[Records from a data source]
——————

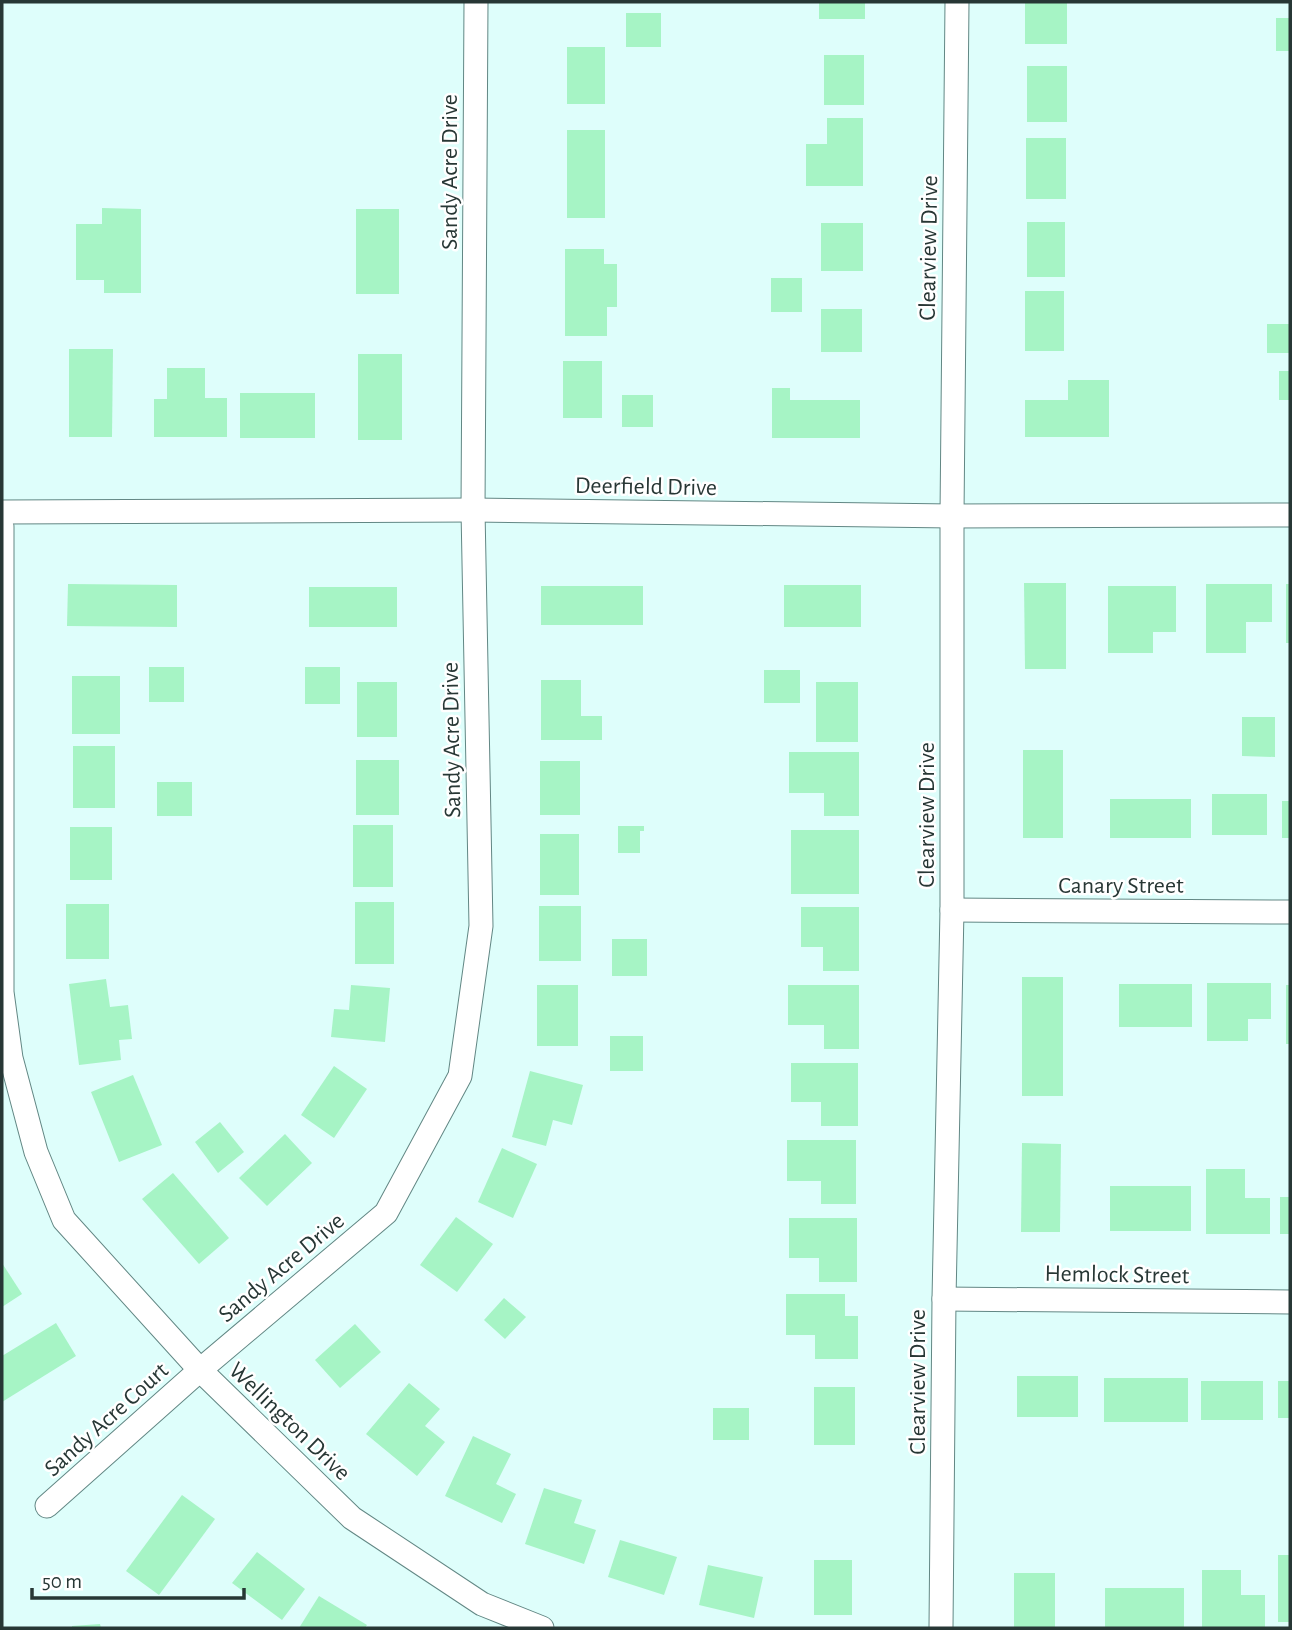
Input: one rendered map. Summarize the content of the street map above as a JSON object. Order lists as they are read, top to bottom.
{
  "streets": {
    "street": [
      "Sandy Acre Drive",
      "Clearview Drive",
      "Deerfield Drive",
      "Canary Street",
      "Hemlock Street",
      "Sandy Acre Court",
      "Wellington Drive"
    ]
  },
  "crossings": [
    ["Sandy Acre Drive", "Deerfield Drive"],
    ["Sandy Acre Drive", "Sandy Acre Court"],
    ["Sandy Acre Drive", "Wellington Drive"],
    ["Clearview Drive", "Deerfield Drive"],
    ["Clearview Drive", "Canary Street"],
    ["Clearview Drive", "Hemlock Street"],
    ["Sandy Acre Court", "Wellington Drive"]
  ],
  "scale_bar": "50 m"
}
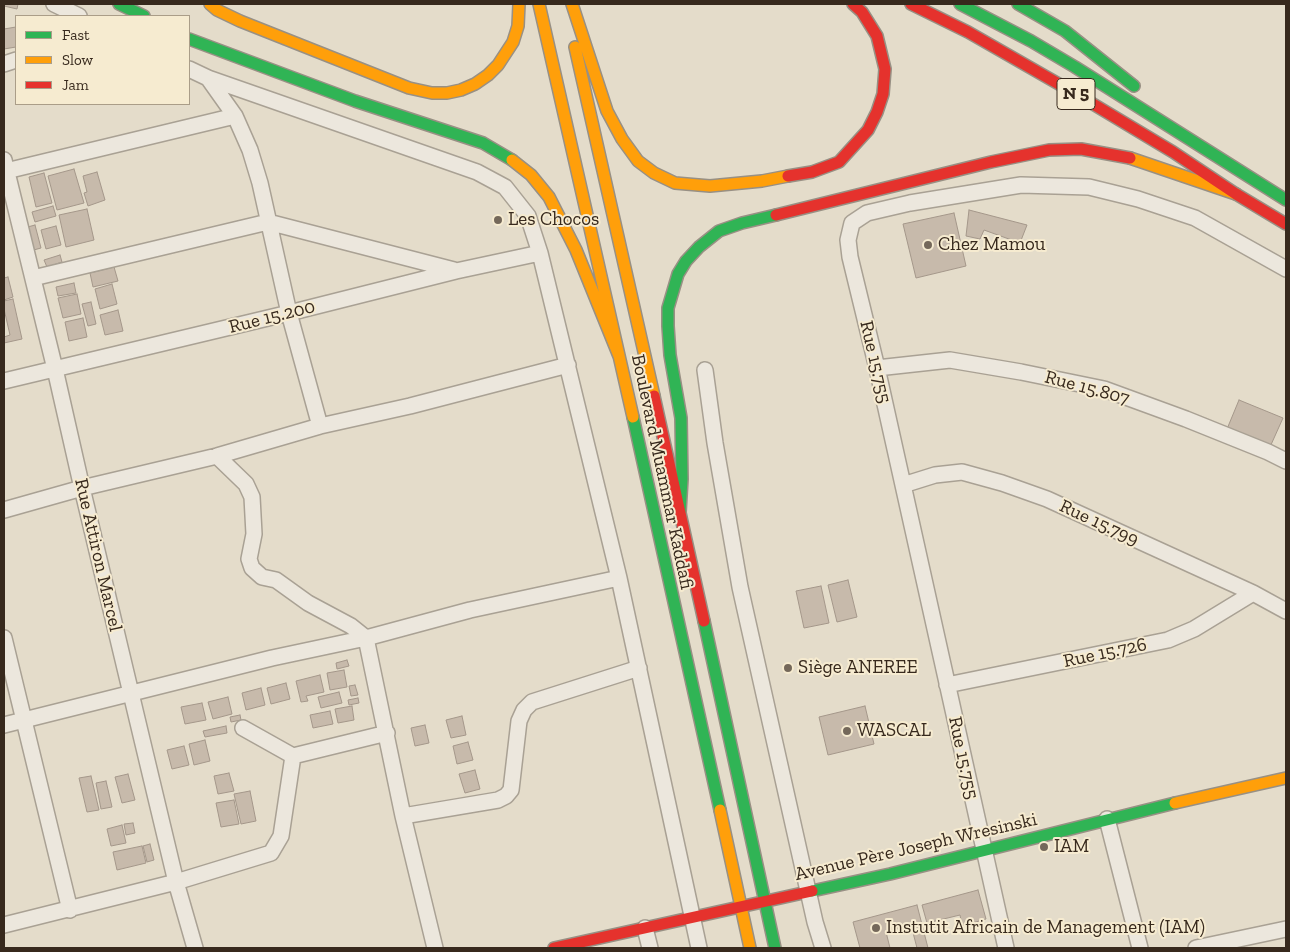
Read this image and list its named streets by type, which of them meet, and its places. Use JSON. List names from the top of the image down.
{
  "streets": {
    "main road": ["N 5", "Boulevard Muammar Kaddafi", "Avenue Père Joseph Wresinski"],
    "street": [
      "Rue 15.200",
      "Rue 15.755",
      "Rue 15.807",
      "Rue 15.799",
      "Rue Attiron Marcel",
      "Rue 15.726"
    ]
  },
  "crossings": [
    ["Rue 15.200", "Rue Attiron Marcel"],
    ["Rue 15.755", "Rue 15.807"],
    ["Rue 15.755", "Rue 15.799"],
    ["Rue 15.755", "Rue 15.726"],
    ["Rue 15.755", "Avenue Père Joseph Wresinski"],
    ["Boulevard Muammar Kaddafi", "Avenue Père Joseph Wresinski"],
    ["Rue 15.799", "Rue 15.726"]
  ],
  "places": [
    "Les Chocos",
    "Chez Mamou",
    "Siège ANEREE",
    "WASCAL",
    "IAM",
    "Instutit Africain de Management (IAM)"
  ],
  "legend": ["Fast", "Slow", "Jam"]
}
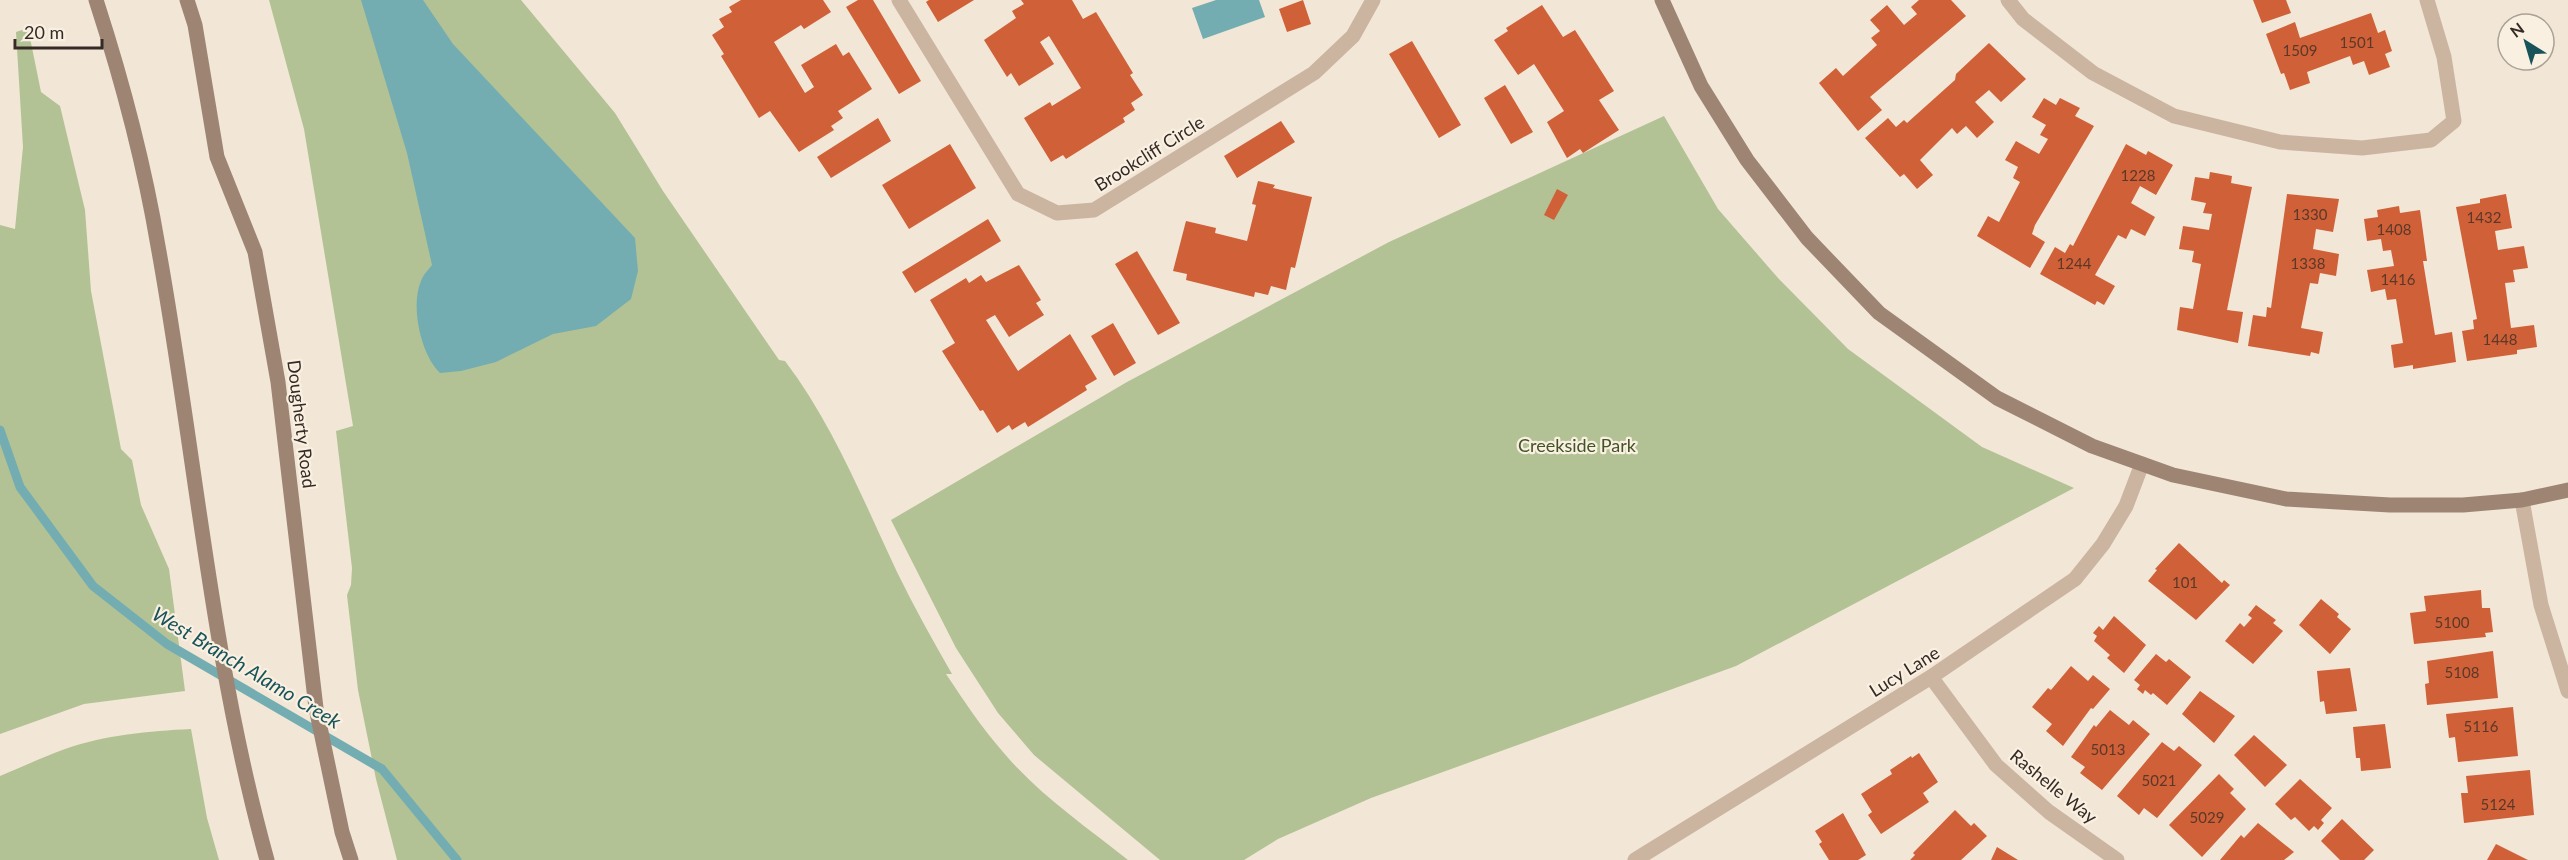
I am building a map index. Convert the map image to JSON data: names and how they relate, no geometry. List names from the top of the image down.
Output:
{
  "streets": {
    "main road": ["Dougherty Road"],
    "street": ["Brookcliff Circle", "Lucy Lane", "Rashelle Way"]
  },
  "crossings": [
    ["Lucy Lane", "Rashelle Way"]
  ],
  "water": ["West Branch Alamo Creek"],
  "parks": ["Creekside Park"],
  "house_numbers": [
    "1501",
    "1509",
    "1228",
    "1330",
    "1432",
    "1408",
    "1244",
    "1338",
    "1416",
    "1448",
    "101",
    "5100",
    "5108",
    "5116",
    "5013",
    "5021",
    "5124",
    "5029"
  ],
  "scale_bar": "20 m",
  "north": "top left"
}
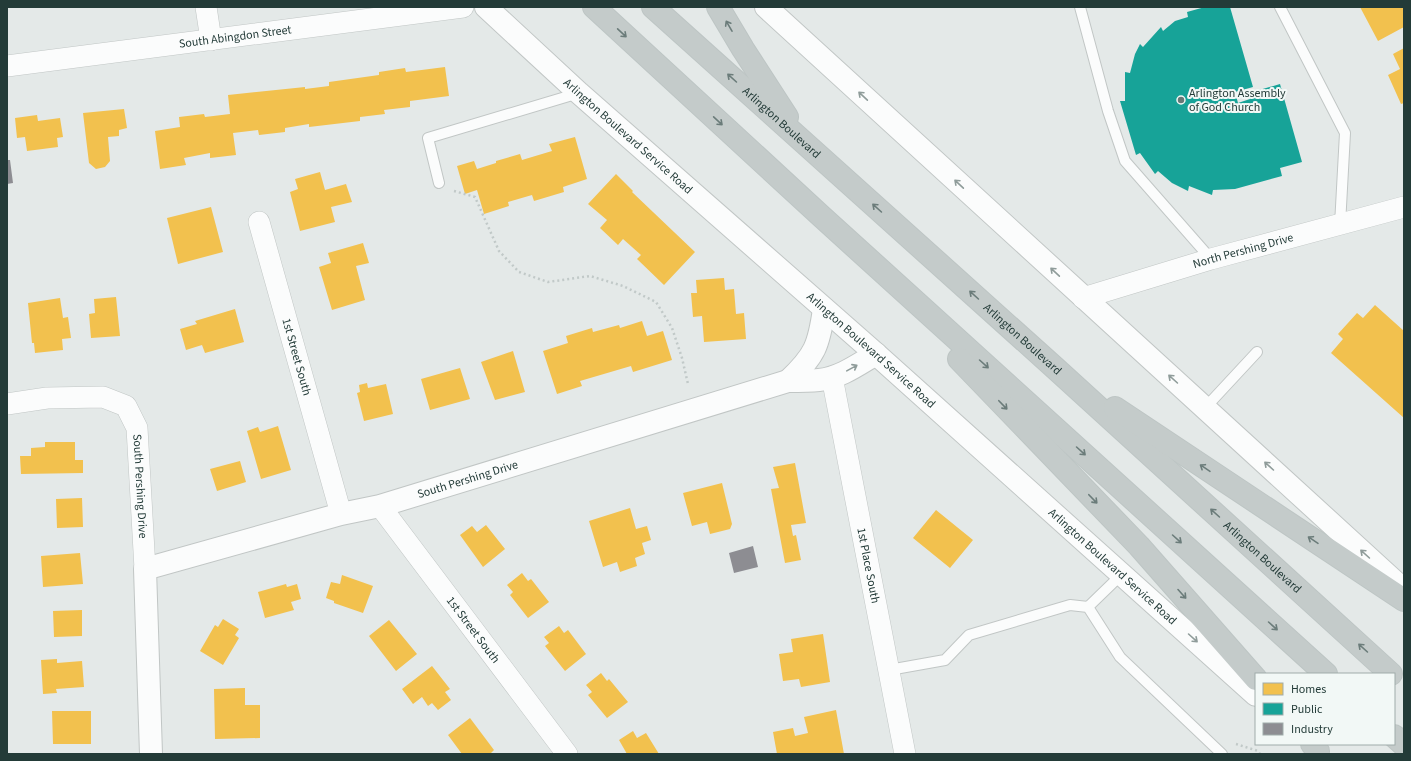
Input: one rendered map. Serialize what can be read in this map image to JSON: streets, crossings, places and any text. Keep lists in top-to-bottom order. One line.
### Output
{"streets":{"highway":["Arlington Boulevard"],"street":["South Abingdon Street","Arlington Boulevard Service Road","North Pershing Drive","1st Street South","South Pershing Drive","1st Place South"]},"crossings":[["Arlington Boulevard Service Road","South Pershing Drive"],["1st Street South","South Pershing Drive"],["South Pershing Drive","1st Place South"]],"places":["Arlington Assembly of God Church"],"legend":["Homes","Public","Industry"]}
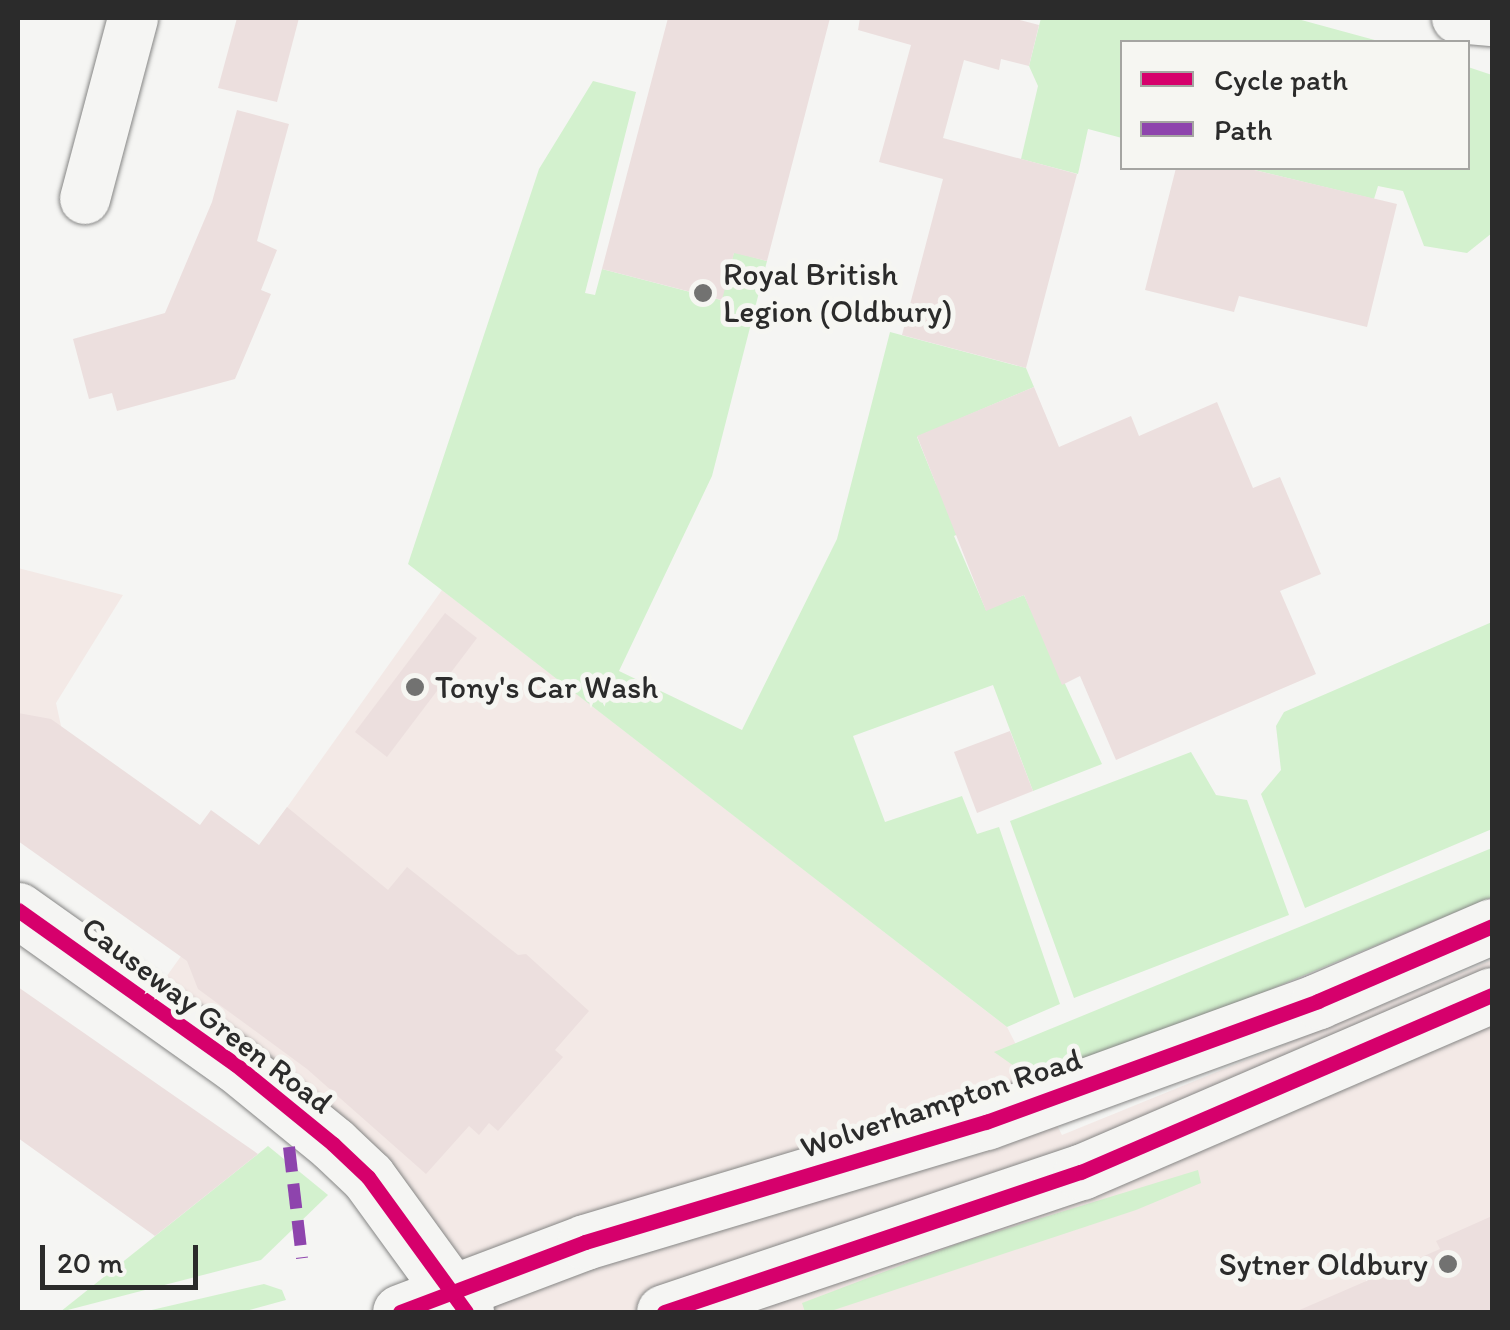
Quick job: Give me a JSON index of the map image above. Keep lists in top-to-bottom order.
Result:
{
  "streets": {
    "main road": ["Causeway Green Road", "Wolverhampton Road"]
  },
  "crossings": [
    ["Causeway Green Road", "Wolverhampton Road"]
  ],
  "places": ["Royal British Legion (Oldbury)", "Tony's Car Wash", "Sytner Oldbury"],
  "legend": ["Cycle path", "Path"],
  "scale_bar": "20 m"
}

——————

WHAT THE EXERCISE ASKS: Pull out all lines in the data above that include "index".

EXPECTED ANSWER:
I am building a map index. Convert the map image to JSON data: names and how they relate, no geometry. List names from the top of the image down.
Quick job: Give me a JSON index of the map image above. Keep lists in top-to-bottom order.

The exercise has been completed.